Dokumentarfilm «Au clair de la lune», Transkription von Untertiteln

Tabellen

Tabelle: Ankunft von Immigranten an den süditalienischen Küsten

Abbildungen

Abbildung 1: Bewehrte und bewachte Grenzen gegen Wirtschaftsmigranten und Asylsuchende

Abbildung 2: Der Schengenraum und seine Opfer

Abbildung 3: Flüchtlingszeugnis in Sovereto, Italien

Abbildung 4: Der Schengenraum sperrt unliebsame Zuwanderer weg

Abkürzungen

Abbildung in dieser Leseprobe nicht enthalten

Forschungsfrage

Wie treten die EU und insbesondere Italien dem Ansturm von boat people über das Mittelmeer entgegen? Wie wirkt sich das auf die Flüchtlingsproblematik aus und welche (anderen, besseren) Möglichkeiten der Politik gibt es, um den Flüchtlingen das Leben zu erleichtern, legale Einwanderung zu fördern und illegale, lebensgefährliche zu vermeiden?

Hypothese

Man tritt den Flüchtlingen von staatlicher Seite mit einer reinen Abwehrhaltung entgegen und rüstet die viel beschriebene „Festung Europa“ hoch. Eine konstruktive Lösung des Flüchtlingsproblems ist nicht in Sicht. Es ist nicht beabsichtigt, den betroffenen „illegalen“ Migranten das Leben zu erleichtern, im Gegenteil. Auf der Suche nach Lösungen wird vor allem kurzfristig eine Hochrüstung der Grenzbewachung erreicht und weniger langfristig eine Bekämpfung des Problems an den Wurzeln wie etwa mit Entwicklungshilfe.

Einleitung

Die EU-Staaten Spanien, Italien, Griechenland und Malta haben als Mittelmeerländer ein schwerwiegendes Problem durch die Einwanderung von Bootsflüchtlingen an ihren Küsten. Spanien kommt insbesondere nicht mit den Ankömmlingen klar, die über den Atlantikweg sein Überseeterritorium Kanarische Inseln ansteuern. Das Schicksal der Migranten, die zu Tausenden auf dem Meer umkommen, ist eine dauernde Tragödie unfassbaren Ausmaßes.
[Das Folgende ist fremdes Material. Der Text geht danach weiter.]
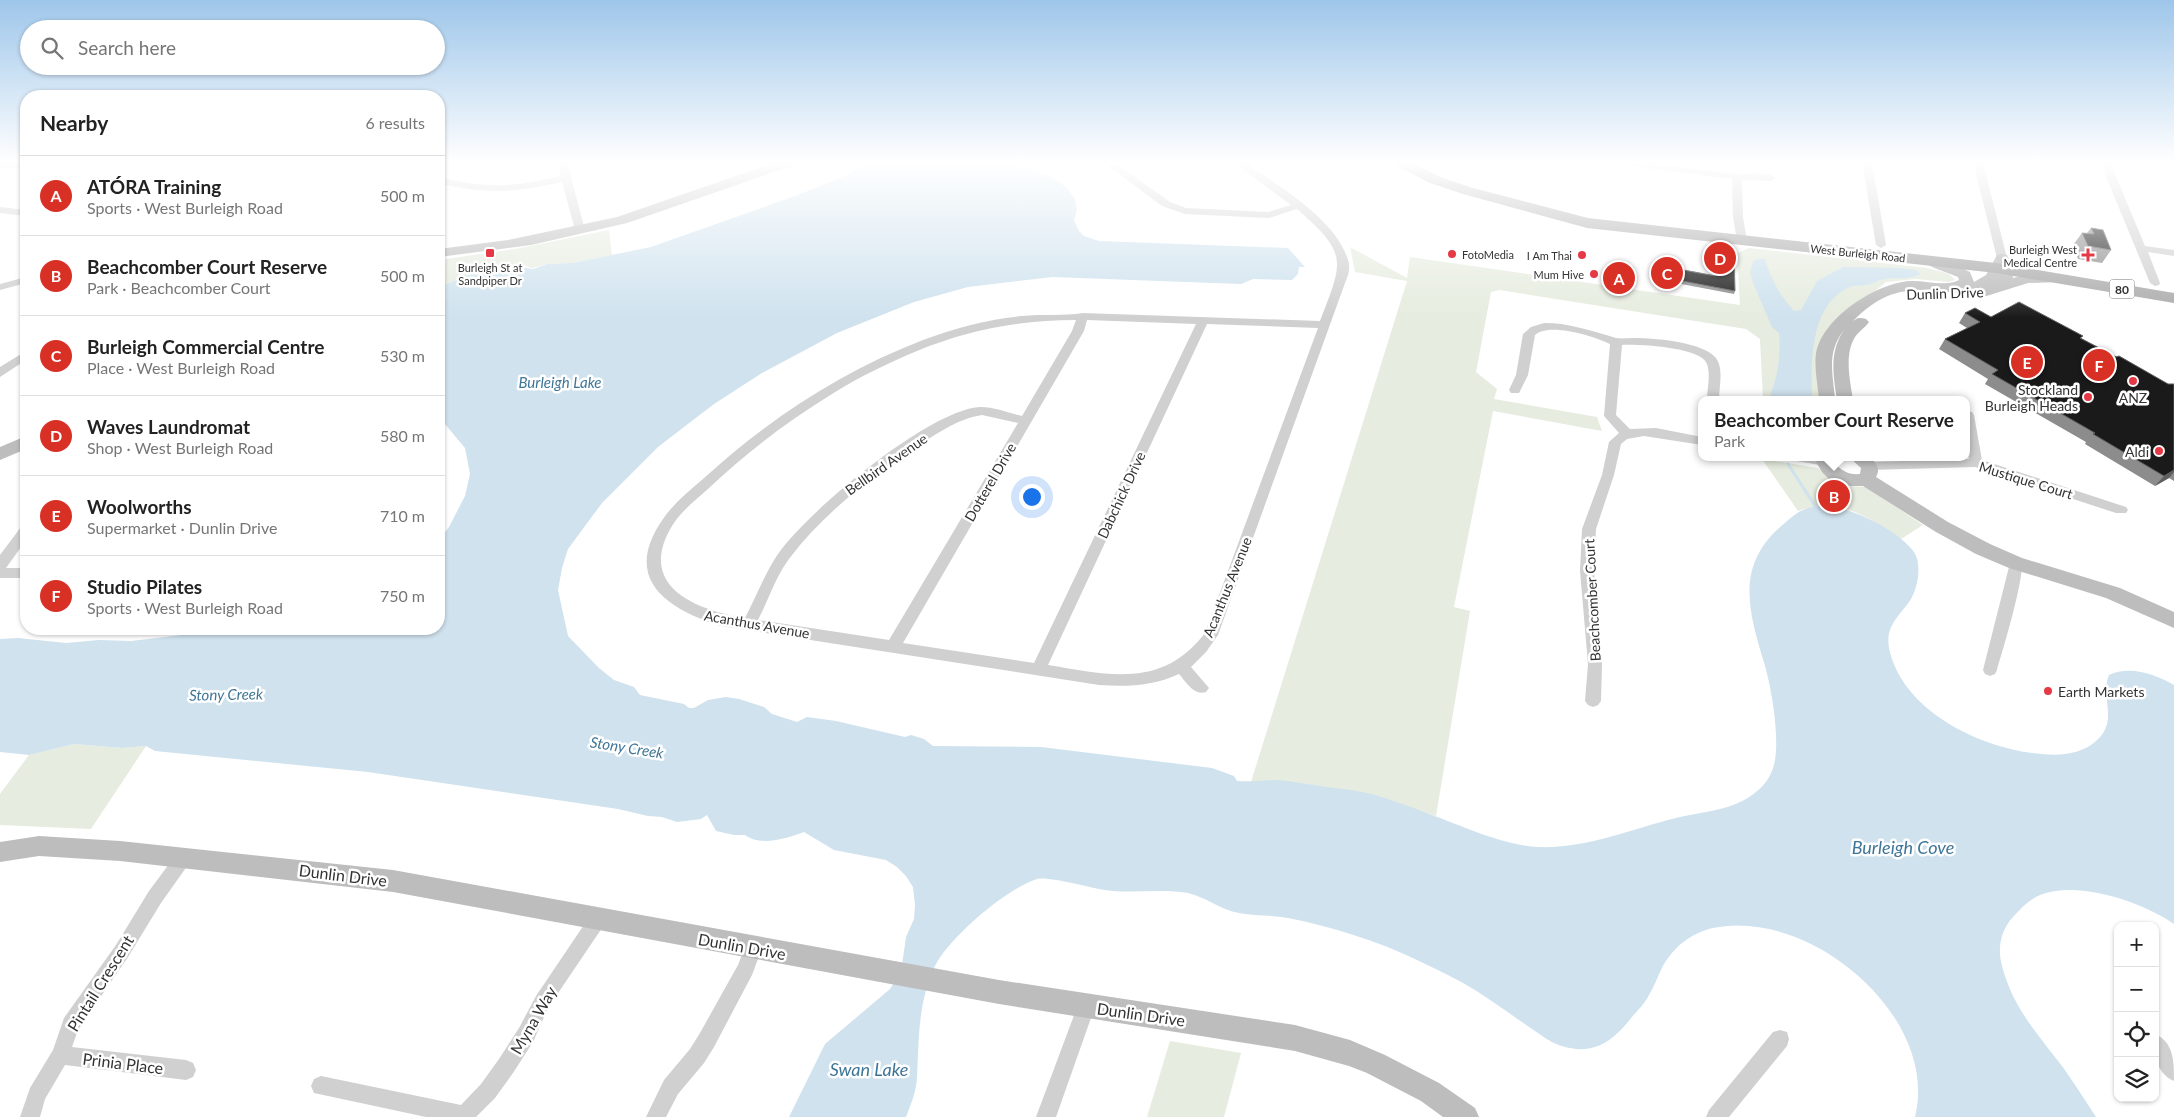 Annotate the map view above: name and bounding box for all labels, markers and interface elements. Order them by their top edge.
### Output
search box [20,20,445,75]
icon: search [38,34,66,62]
text: Search here [78,36,176,59]
text: Nearby [40,110,108,135]
text: 6 results [365,113,425,132]
text: ATÓRA Training [87,175,221,198]
text: A [50,186,62,205]
text: 500 m [380,186,425,205]
text: Sports · West Burleigh Road [87,198,283,217]
pin: D [1704,239,1736,277]
street label: West Burleigh Road [1810,242,1906,264]
place label: Burleigh West Medical Centre [2004,243,2077,269]
marker: Burleigh St at Sandpiper Dr [484,247,496,259]
marker: FotoMedia [1446,248,1458,260]
place label: FotoMedia [1462,248,1514,261]
marker: Burleigh West Medical Centre [2081,248,2095,262]
place label: I Am Thai [1527,249,1572,262]
marker: I Am Thai [1576,249,1588,261]
pin: C [1651,254,1683,292]
text: Beachcomber Court Reserve [87,255,327,278]
pin: A [1603,259,1635,297]
place label: Burleigh St at Sandpiper Dr [458,261,522,287]
text: B [51,266,61,285]
text: 500 m [380,266,425,285]
place label: Mum Hive [1534,268,1584,281]
marker: Mum Hive [1588,268,1600,280]
text: Park · Beachcomber Court [87,278,271,297]
road number: 80 [2110,280,2134,298]
street label: Dunlin Drive [1906,283,1984,303]
text: Burleigh Commercial Centre [87,335,324,358]
pin: E [2011,343,2043,381]
text: C [51,346,61,365]
text: 530 m [380,346,425,365]
pin: F [2083,346,2115,384]
text: Place · West Burleigh Road [87,358,275,377]
water label: Burleigh Lake [518,373,602,391]
marker: ANZ [2127,375,2139,387]
place label: Stockland Burleigh Heads [1985,381,2078,414]
place label: ANZ [2119,389,2147,406]
marker: Stockland Burleigh Heads [2082,391,2094,403]
popup [1698,396,1970,461]
text: Beachcomber Court Reserve [1714,408,1954,431]
text: Waves Laundromat [87,415,250,438]
text: D [50,426,62,445]
text: 580 m [380,426,425,445]
street label: Bellbird Avenue [842,429,930,499]
text: Park [1714,431,1745,450]
text: Shop · West Burleigh Road [87,438,273,457]
street label: Dotterel Drive [961,440,1019,524]
place label: Aldi [2125,443,2149,460]
marker: Aldi [2153,445,2165,457]
street label: Dabchick Drive [1093,449,1149,541]
street label: Mustique Court [1977,458,2075,502]
pin: B [1818,477,1850,515]
your location [1019,484,1045,510]
text: Woolworths [87,495,192,518]
text: E [51,506,61,525]
text: 710 m [380,506,425,525]
text: Supermarket · Dunlin Drive [87,518,277,537]
street label: Acanthus Avenue [1199,534,1255,640]
street label: Beachcomber Court [1580,538,1604,662]
text: Studio Pilates [87,575,202,598]
text: F [51,586,61,605]
text: 750 m [380,586,425,605]
text: Sports · West Burleigh Road [87,598,283,617]
street label: Acanthus Avenue [703,606,811,642]
place label: Earth Markets [2058,683,2144,700]
water label: Stony Creek [189,684,264,704]
marker: Earth Markets [2042,685,2054,697]
water label: Stony Creek [589,732,666,762]
water label: Burleigh Cove [1852,836,1954,858]
street label: Dunlin Drive [298,860,388,890]
map controls [2114,922,2159,1102]
button: + [2114,922,2159,967]
street label: Dunlin Drive [697,929,787,963]
street label: Pintail Crescent [63,931,137,1035]
button: − [2114,967,2159,1012]
street label: Myna Way [506,982,560,1057]
street label: Dunlin Drive [1096,998,1186,1030]
button: locate [2114,1012,2159,1057]
street label: Prinia Place [82,1049,164,1077]
button: layers [2114,1057,2159,1102]
water label: Swan Lake [830,1058,908,1080]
In dieser Arbeit über die boat people im Mittelmeer wird ein Schwerpunkt auf Italien und weiter auf der EU-Flüchtlingspolitik im Mittelmeer unter Kooperation mit afrikanischen Staaten liegen. Was die EU-Politik angeht, wird speziell auch auf die Grenzschutzagentur Frontex eingegangen, die über ein rasant wachsendes Budget aus dem Topf der EU verfügt[1].
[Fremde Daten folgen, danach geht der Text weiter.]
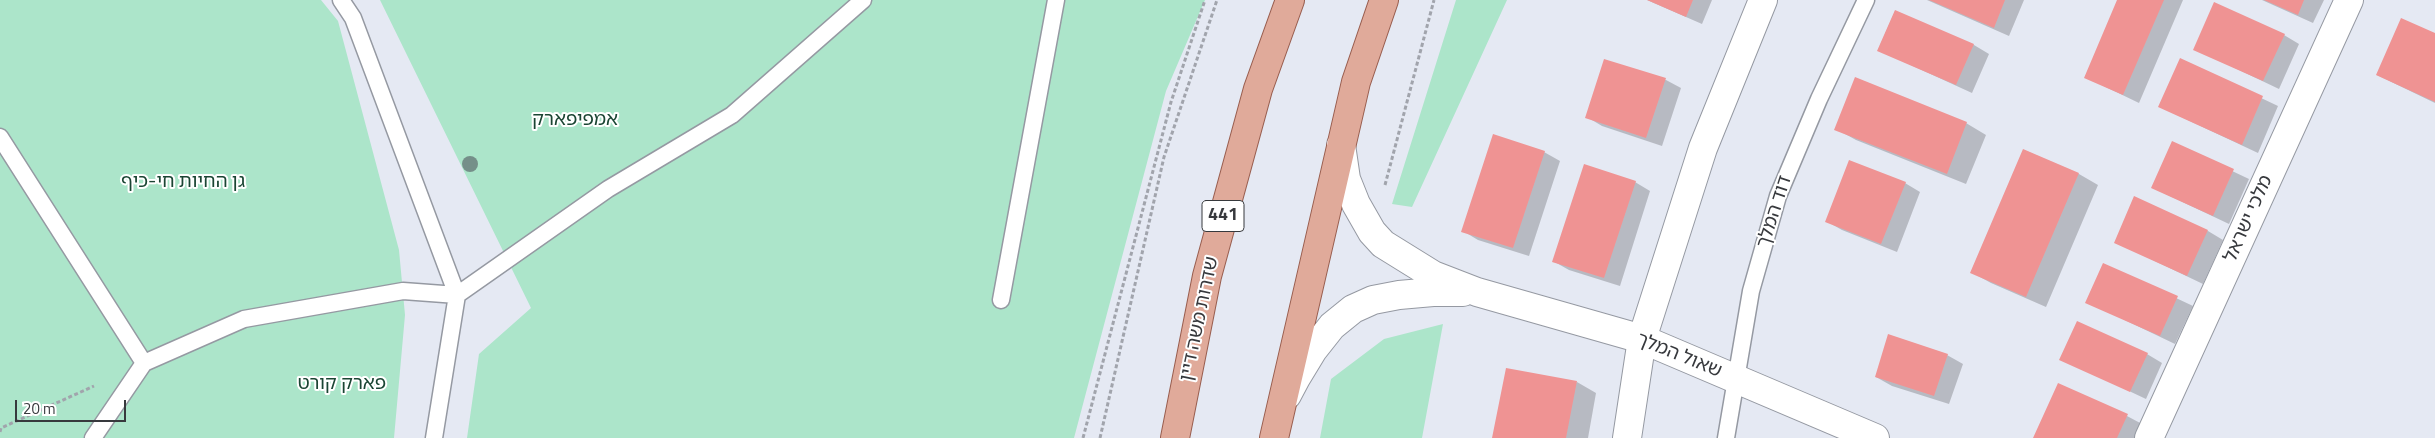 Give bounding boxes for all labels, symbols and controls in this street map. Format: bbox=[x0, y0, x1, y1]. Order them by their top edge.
park label: אמפיפארק bbox=[532, 109, 618, 131]
park label: גן החיות חי-כיף bbox=[121, 171, 245, 193]
street label: מלכי ישראל bbox=[2220, 172, 2278, 266]
street label: דוד המלך bbox=[1753, 173, 1797, 251]
road number: 441 bbox=[1202, 200, 1244, 232]
street label: שדרות משה דיין bbox=[1176, 255, 1224, 383]
street label: שאול המלך bbox=[1633, 329, 1725, 383]
park label: פארק קורט bbox=[298, 373, 386, 395]
scale bar bbox=[18, 390, 129, 422]
text: 20 m bbox=[23, 397, 56, 420]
Die Protagonisten der EU-Politik betonen gerne, dass ihre Politiken zum besten der Migranten selbst und ihrer Herkunfts- und Zielländer seien, also eine „triple-win-situation“ herstellen könnten[2]. Doch Flüchtlingshilfs- und andere Menschenrechtsorganisationen kritisieren scharf, dass Flüchtlinge in die Illegalität getrieben würden und die ihnen zustehenden Rechte nicht gewährleistet bekämen[3]. Die NGOs trugen zahlreiche Beispiele von menschenverachtender Politik gegenüber „illegalen“ Migranten in Ländern rund ums Mittelmeer zusammen. Mit dieser Arbeit will der Autor unter Zusammentragung der aktuellen Vorgänge staatliche Netzwerke zur illegalen Migration beschreiben und der Frage nachgehen, ob es von staatlicher europäischer Seite her überhaupt erwünscht ist, den Flüchtlingen ihre Rechte zu gewähren.

boat people – Politik der EU, Italiens und anderer Mittelmeerländer

Im Hauptteil geht der Autor unter Punkt 1 erläuternd auf die Push- und die Pullfaktoren ein, die für Migranten aus den afrikanischen Ländern mit Zielrichtung Mittelmeerraum gelten. Diese sind Gründe für beschwerliche Fußmärsche durch die nordafrikanische Wüste und das massenhafte Übersetzen übers Meer in seeuntüchtigen Booten, was Thema in Punkt 2 ist. In Punkt 3 kommt schließlich ein Kernthema der Arbeit, die Politik Italiens gegenüber den boat people, zur Sprache. Den letzten großen Abschnitt des Hauptteils (Punkt 4) bildet die EU-Politik, unter anderem mit der Grenzschutzagentur Frontex und dem Fall Libyen als Unterthemen.

Die Begriffe boat people, (illegale) Migranten und (illegale) Flüchtlinge werden nahezu synonym verwendet, da sich der Autor nicht in der Lage sieht, im Rahmen dieser Arbeit neben der behandelten Thematik noch eine theoretische Begriffsklärung durchzuführen. Auch ist der Sinn einer solchen Trennung fraglich, da die konsequente Unterscheidung der Begriffe in der Praxis ohnehin meistens schwierig sein dürfte.

1. Push- und Pullfaktoren

Mit den Pushfaktoren werden die Migrationsursachen bezeichnet, die im Herkunftsland der Migranten liegen. Dagegen meinen die Pullfaktoren die Gründe, die ein Zielland für Einwanderer attraktiv machen.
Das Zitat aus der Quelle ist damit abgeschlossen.